* INSTRUCTIONS TO FOLLOW *
Repeat only the lines below from the one containing "font-size:46px; font-weight:600; line-height:52px" through the one containing "display:flex; gap:14px; margin-top:auto;", inclusive, exactly as written.
....
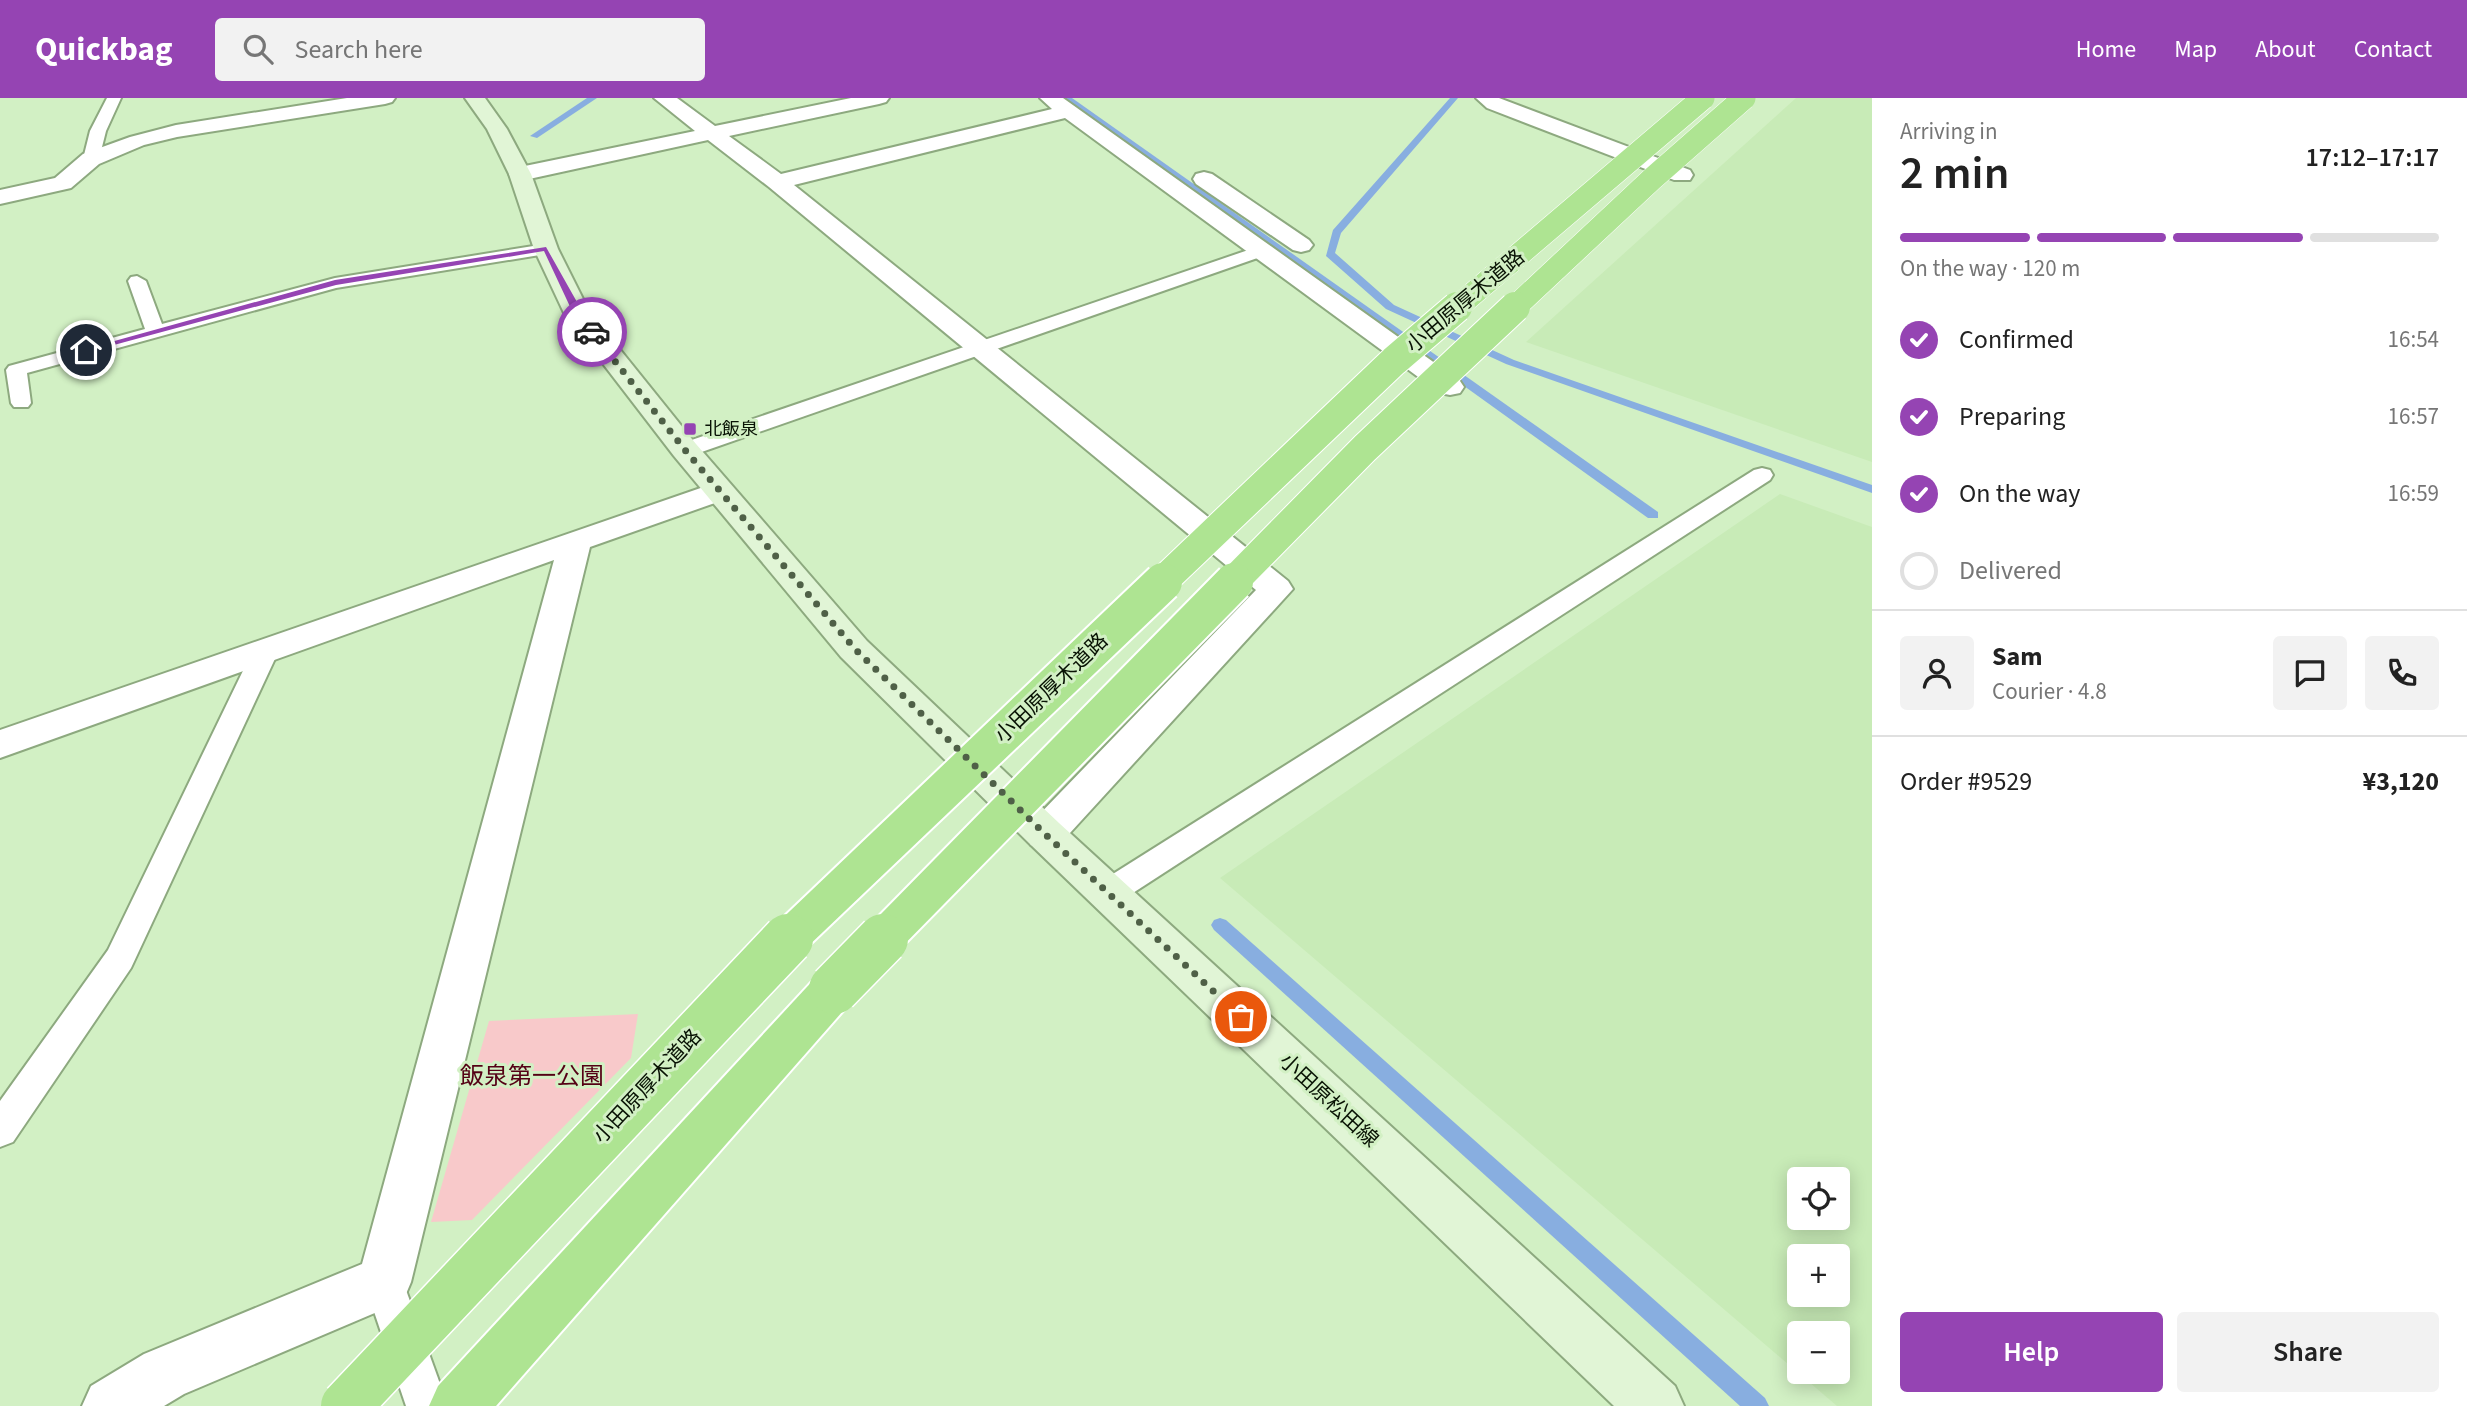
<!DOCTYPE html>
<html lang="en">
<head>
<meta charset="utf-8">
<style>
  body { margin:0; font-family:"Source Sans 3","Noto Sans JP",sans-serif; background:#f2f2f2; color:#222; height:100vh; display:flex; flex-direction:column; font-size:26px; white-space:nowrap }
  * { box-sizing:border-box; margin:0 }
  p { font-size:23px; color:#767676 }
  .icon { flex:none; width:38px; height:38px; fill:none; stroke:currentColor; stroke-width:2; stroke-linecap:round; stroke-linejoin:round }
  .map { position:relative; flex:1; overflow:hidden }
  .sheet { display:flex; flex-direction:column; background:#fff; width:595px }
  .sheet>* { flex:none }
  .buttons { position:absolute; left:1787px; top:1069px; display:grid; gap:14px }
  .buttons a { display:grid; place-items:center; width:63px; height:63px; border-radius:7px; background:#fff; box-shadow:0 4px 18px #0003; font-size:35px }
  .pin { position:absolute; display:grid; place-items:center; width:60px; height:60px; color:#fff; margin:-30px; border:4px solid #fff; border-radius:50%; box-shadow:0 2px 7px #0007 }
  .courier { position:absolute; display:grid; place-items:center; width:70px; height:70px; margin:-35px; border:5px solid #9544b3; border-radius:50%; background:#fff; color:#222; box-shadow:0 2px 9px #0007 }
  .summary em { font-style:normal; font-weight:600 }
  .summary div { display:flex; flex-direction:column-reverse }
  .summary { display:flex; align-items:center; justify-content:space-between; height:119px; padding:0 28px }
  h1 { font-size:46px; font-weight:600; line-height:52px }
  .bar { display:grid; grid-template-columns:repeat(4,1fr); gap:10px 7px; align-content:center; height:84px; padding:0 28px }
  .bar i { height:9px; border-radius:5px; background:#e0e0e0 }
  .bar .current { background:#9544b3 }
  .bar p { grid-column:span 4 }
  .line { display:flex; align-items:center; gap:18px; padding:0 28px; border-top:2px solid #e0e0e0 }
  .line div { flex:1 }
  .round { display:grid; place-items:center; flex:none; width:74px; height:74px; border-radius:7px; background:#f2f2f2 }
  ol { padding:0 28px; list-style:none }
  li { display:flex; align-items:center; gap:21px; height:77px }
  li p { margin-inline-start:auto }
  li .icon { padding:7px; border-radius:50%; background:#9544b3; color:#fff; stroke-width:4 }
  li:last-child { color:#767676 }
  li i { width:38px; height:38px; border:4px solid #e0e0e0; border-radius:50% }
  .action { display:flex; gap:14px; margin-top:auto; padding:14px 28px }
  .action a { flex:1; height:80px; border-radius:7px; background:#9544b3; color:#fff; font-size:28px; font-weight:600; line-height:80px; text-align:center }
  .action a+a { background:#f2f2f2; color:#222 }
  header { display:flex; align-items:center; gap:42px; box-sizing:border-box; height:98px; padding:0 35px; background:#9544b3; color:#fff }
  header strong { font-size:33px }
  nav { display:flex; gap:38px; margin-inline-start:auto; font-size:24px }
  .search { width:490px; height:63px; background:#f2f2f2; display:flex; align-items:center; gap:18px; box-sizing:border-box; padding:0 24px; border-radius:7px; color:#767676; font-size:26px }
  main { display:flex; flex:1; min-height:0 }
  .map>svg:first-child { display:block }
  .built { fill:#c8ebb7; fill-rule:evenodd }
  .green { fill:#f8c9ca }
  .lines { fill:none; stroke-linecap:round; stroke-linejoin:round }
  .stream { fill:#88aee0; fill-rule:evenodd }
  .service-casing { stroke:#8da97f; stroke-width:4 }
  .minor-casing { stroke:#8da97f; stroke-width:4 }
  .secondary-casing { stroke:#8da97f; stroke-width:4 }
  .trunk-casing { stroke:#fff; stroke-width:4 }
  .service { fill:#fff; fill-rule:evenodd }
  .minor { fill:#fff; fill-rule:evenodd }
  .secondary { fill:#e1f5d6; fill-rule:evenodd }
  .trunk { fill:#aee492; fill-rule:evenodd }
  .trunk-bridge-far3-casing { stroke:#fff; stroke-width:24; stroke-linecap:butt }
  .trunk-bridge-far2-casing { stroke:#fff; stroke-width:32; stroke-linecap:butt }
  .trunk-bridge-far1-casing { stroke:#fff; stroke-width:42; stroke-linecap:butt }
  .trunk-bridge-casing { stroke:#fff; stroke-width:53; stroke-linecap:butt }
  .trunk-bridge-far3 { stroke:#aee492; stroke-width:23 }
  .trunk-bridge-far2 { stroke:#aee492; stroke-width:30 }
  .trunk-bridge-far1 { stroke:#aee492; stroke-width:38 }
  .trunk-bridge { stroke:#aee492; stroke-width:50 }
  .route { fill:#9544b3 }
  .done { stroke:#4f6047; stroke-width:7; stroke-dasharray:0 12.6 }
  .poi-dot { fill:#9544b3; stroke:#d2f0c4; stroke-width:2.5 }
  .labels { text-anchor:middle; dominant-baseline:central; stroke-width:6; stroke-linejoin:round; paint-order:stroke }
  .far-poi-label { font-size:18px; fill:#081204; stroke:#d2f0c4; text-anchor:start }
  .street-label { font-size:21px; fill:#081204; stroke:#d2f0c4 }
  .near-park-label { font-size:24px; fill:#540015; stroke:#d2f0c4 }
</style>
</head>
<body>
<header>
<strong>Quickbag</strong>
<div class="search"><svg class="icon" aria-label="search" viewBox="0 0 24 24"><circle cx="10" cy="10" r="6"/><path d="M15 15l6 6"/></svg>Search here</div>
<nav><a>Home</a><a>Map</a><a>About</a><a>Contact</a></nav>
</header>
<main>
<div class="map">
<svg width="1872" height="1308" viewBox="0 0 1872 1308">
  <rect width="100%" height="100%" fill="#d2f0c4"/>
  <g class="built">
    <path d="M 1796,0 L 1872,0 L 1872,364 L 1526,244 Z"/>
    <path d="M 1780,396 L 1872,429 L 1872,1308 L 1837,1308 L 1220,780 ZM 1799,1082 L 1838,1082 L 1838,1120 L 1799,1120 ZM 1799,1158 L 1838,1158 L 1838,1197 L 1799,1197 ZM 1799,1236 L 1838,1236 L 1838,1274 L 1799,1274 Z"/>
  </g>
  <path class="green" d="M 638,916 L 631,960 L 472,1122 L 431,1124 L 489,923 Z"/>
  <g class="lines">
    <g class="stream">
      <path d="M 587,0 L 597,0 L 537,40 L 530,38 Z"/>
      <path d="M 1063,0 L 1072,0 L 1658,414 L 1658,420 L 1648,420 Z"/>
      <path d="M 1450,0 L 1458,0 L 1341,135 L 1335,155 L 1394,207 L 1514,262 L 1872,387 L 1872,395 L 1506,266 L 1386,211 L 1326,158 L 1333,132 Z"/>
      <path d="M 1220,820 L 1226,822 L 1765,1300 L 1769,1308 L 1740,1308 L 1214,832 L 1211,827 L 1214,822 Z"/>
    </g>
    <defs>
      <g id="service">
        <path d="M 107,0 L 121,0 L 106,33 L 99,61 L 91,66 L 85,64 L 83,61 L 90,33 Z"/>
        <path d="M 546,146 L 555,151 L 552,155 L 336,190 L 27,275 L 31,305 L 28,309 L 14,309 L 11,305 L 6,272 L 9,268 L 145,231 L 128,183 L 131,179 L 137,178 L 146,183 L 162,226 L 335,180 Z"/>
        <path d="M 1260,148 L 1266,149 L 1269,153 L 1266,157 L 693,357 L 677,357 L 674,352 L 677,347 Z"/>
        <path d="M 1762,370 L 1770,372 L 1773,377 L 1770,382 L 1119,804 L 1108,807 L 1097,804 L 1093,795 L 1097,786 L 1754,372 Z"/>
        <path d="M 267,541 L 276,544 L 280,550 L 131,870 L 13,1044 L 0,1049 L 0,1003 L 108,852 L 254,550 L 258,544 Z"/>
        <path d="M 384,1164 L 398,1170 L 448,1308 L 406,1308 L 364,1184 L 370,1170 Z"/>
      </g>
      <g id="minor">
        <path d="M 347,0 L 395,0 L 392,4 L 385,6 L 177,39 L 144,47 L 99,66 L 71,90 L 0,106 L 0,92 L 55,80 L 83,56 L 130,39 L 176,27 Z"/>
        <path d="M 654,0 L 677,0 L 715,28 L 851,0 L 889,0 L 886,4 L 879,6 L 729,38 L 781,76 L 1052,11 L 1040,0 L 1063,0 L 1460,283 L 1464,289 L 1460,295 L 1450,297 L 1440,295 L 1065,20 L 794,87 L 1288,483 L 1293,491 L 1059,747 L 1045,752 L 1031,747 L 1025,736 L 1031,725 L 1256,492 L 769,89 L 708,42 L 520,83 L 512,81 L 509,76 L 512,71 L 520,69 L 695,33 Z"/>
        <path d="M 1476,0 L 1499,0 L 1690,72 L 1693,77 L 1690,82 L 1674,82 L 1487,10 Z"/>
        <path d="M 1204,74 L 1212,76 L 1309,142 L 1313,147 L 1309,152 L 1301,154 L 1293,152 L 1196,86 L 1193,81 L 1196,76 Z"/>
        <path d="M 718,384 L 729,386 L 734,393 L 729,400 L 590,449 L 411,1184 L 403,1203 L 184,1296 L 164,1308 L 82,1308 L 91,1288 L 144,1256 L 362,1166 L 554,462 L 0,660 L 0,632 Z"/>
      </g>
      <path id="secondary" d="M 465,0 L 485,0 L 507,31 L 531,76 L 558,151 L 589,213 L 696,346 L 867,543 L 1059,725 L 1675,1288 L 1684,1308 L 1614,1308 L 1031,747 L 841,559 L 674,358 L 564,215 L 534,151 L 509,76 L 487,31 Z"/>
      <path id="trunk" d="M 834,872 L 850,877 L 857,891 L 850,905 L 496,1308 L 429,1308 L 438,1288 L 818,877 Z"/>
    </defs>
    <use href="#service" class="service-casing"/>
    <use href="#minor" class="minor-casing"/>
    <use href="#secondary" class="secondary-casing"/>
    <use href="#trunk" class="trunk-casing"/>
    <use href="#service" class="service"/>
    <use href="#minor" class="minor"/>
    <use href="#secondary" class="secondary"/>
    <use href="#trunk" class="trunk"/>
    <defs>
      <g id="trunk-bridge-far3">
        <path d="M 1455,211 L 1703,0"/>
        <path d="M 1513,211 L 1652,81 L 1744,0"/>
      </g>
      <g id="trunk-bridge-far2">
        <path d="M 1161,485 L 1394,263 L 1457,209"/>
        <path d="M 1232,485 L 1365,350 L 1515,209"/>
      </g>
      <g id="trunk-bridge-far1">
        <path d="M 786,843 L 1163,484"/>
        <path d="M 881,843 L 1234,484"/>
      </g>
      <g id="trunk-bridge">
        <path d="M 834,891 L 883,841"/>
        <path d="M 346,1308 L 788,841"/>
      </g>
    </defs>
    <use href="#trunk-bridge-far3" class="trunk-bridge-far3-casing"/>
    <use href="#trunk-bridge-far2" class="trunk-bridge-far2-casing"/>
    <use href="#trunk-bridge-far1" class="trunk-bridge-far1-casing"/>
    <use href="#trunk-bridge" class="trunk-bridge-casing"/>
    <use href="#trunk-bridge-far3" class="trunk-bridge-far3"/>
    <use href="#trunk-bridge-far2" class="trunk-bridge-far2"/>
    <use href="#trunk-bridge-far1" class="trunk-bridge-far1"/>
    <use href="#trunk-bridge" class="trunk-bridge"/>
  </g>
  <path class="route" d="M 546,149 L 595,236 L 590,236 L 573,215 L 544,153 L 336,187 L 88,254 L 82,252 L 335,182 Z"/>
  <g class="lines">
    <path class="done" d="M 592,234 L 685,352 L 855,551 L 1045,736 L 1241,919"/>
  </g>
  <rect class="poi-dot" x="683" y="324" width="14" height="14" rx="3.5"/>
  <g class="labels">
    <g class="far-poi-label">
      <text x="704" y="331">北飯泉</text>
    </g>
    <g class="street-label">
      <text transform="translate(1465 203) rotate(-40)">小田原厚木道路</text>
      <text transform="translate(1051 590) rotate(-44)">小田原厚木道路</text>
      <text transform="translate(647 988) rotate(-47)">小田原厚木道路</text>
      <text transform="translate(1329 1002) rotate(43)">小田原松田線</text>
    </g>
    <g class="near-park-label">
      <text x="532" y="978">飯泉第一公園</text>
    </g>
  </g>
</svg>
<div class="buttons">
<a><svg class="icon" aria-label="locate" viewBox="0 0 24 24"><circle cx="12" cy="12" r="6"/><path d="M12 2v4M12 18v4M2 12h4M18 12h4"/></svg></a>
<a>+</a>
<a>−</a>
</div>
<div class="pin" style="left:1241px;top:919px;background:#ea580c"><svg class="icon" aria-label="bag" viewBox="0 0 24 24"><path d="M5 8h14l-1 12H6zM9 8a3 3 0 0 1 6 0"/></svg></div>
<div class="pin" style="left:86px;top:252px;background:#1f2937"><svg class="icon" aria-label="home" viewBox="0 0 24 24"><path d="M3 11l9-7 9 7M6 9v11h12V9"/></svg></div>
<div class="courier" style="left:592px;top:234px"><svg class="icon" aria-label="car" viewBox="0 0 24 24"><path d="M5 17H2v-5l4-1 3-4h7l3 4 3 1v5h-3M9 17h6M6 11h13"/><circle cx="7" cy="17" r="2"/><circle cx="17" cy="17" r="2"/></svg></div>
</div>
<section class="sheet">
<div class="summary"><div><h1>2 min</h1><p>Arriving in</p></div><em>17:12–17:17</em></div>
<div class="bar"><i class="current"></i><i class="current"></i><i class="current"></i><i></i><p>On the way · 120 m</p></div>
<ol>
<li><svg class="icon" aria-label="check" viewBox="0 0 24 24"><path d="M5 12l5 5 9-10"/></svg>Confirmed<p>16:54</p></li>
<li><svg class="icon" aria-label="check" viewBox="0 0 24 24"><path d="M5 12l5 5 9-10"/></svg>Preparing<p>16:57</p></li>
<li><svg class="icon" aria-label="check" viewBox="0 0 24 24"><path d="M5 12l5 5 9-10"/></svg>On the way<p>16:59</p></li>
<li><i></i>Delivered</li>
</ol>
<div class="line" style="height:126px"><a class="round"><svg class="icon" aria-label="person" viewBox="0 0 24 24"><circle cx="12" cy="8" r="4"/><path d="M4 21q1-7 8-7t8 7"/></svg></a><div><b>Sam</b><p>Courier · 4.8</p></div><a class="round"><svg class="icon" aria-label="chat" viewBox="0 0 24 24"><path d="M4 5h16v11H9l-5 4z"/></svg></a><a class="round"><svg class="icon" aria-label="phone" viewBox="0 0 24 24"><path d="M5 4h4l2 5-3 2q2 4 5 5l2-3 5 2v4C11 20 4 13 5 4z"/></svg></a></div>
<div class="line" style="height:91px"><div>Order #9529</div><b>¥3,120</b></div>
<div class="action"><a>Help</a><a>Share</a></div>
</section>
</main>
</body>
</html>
....
* WRITTEN REPLY *
  h1 { font-size:46px; font-weight:600; line-height:52px }
  .bar { display:grid; grid-template-columns:repeat(4,1fr); gap:10px 7px; align-content:center; height:84px; padding:0 28px }
  .bar i { height:9px; border-radius:5px; background:#e0e0e0 }
  .bar .current { background:#9544b3 }
  .bar p { grid-column:span 4 }
  .line { display:flex; align-items:center; gap:18px; padding:0 28px; border-top:2px solid #e0e0e0 }
  .line div { flex:1 }
  .round { display:grid; place-items:center; flex:none; width:74px; height:74px; border-radius:7px; background:#f2f2f2 }
  ol { padding:0 28px; list-style:none }
  li { display:flex; align-items:center; gap:21px; height:77px }
  li p { margin-inline-start:auto }
  li .icon { padding:7px; border-radius:50%; background:#9544b3; color:#fff; stroke-width:4 }
  li:last-child { color:#767676 }
  li i { width:38px; height:38px; border:4px solid #e0e0e0; border-radius:50% }
  .action { display:flex; gap:14px; margin-top:auto; padding:14px 28px }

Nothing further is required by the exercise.